### [Aim of the task]
The listing below should be reproduced precisely, except for its images.

### [Information provided]
+++++

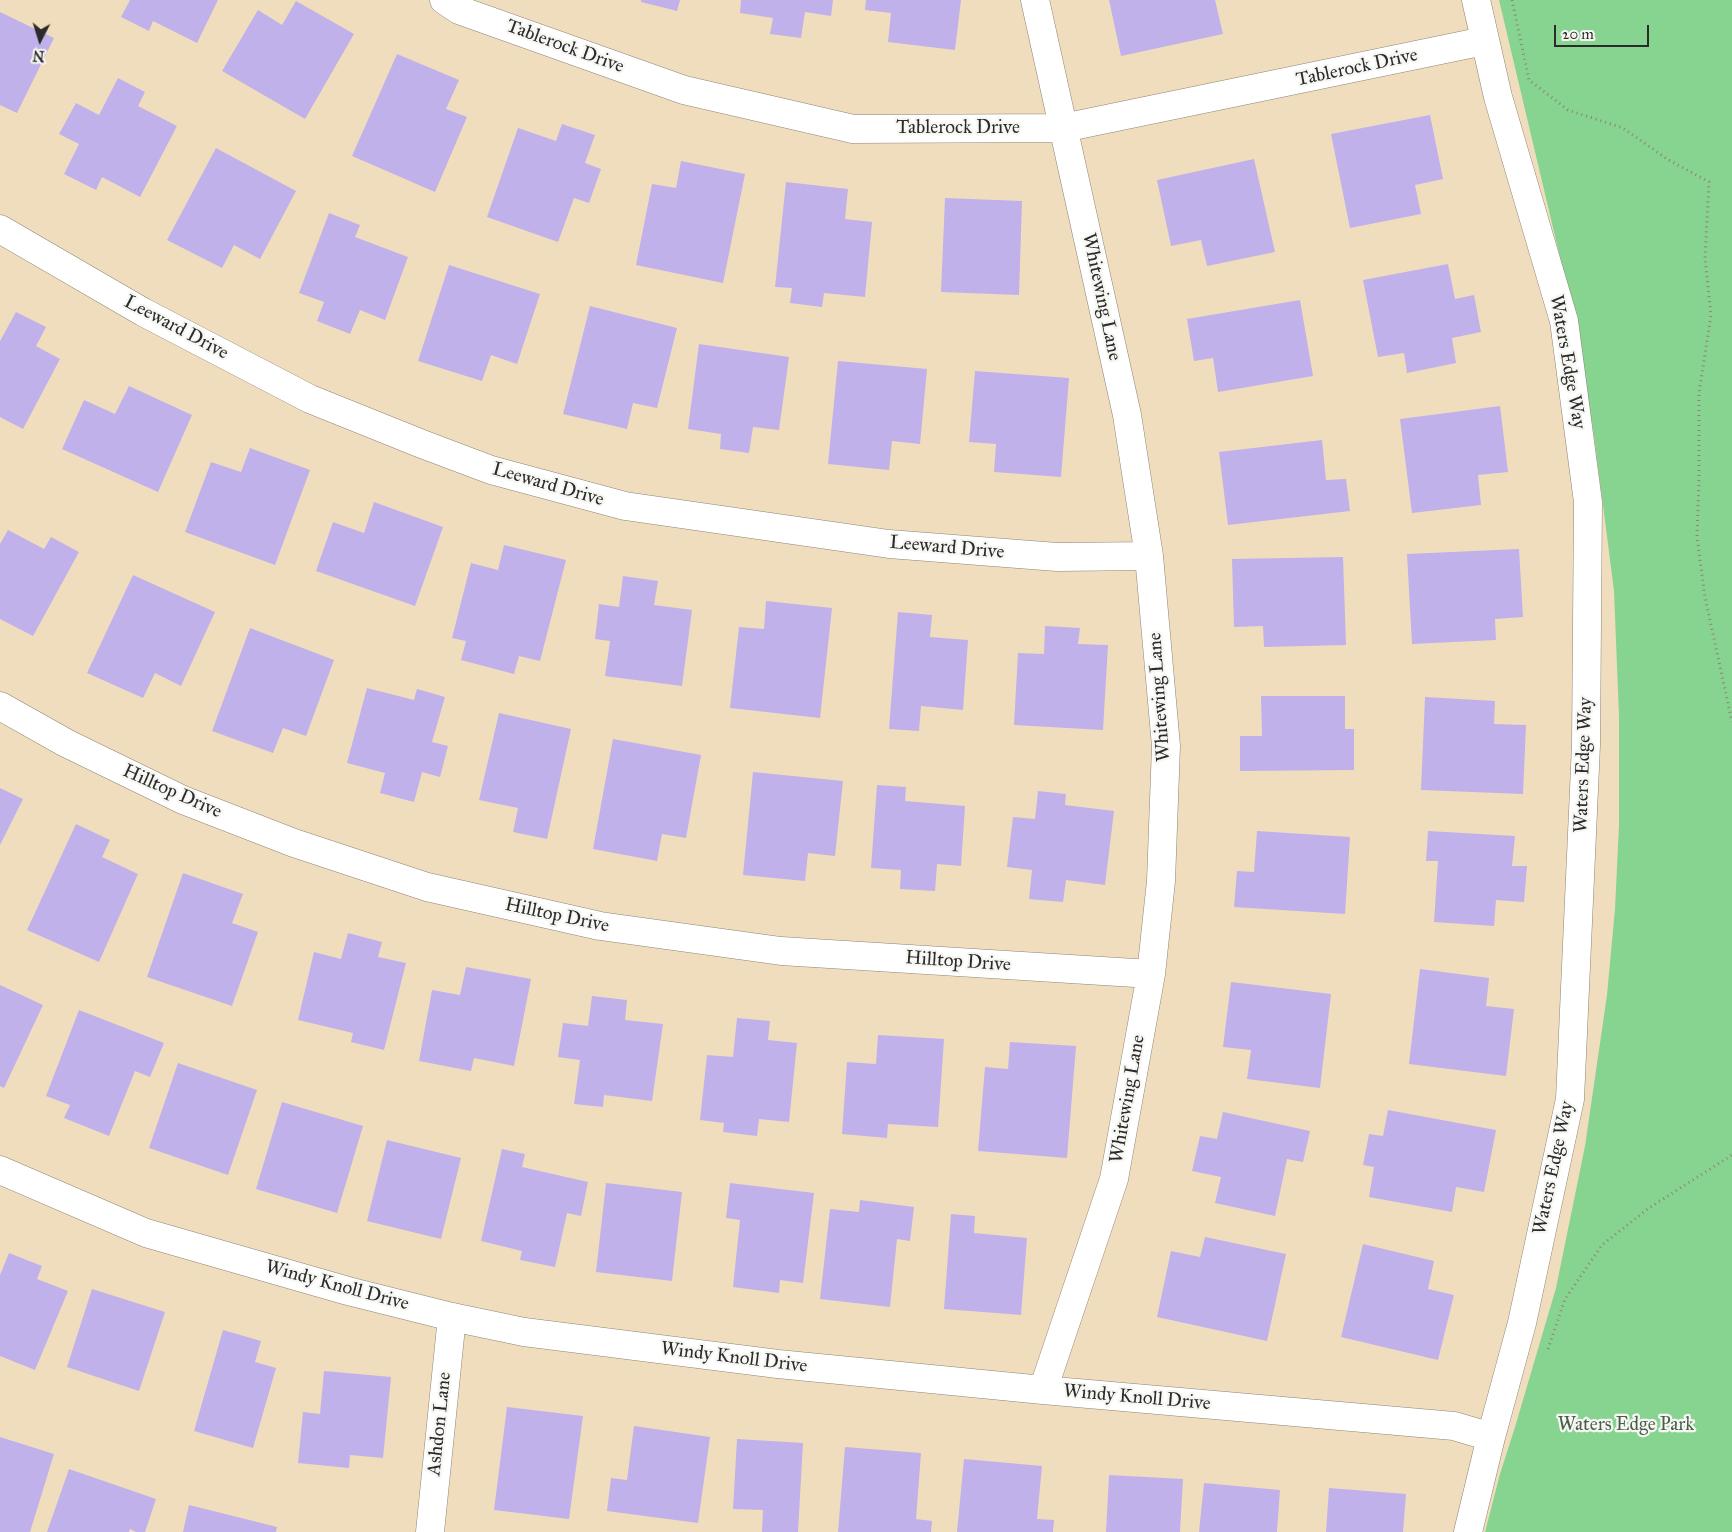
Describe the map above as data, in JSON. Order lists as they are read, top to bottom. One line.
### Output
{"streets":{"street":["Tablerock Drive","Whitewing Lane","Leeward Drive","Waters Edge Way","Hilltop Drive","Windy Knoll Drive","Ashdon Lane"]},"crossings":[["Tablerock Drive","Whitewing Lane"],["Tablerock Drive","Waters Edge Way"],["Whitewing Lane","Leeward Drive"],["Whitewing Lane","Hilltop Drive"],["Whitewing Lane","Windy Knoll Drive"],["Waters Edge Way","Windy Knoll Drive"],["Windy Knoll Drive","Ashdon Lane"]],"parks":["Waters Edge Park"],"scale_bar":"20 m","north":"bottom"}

+++++

### [Response to the exercise]
Describe the map above as data, in JSON. Order lists as they are read, top to bottom. One line.
### Output
{"streets":{"street":["Tablerock Drive","Whitewing Lane","Leeward Drive","Waters Edge Way","Hilltop Drive","Windy Knoll Drive","Ashdon Lane"]},"crossings":[["Tablerock Drive","Whitewing Lane"],["Tablerock Drive","Waters Edge Way"],["Whitewing Lane","Leeward Drive"],["Whitewing Lane","Hilltop Drive"],["Whitewing Lane","Windy Knoll Drive"],["Waters Edge Way","Windy Knoll Drive"],["Windy Knoll Drive","Ashdon Lane"]],"parks":["Waters Edge Park"],"scale_bar":"20 m","north":"bottom"}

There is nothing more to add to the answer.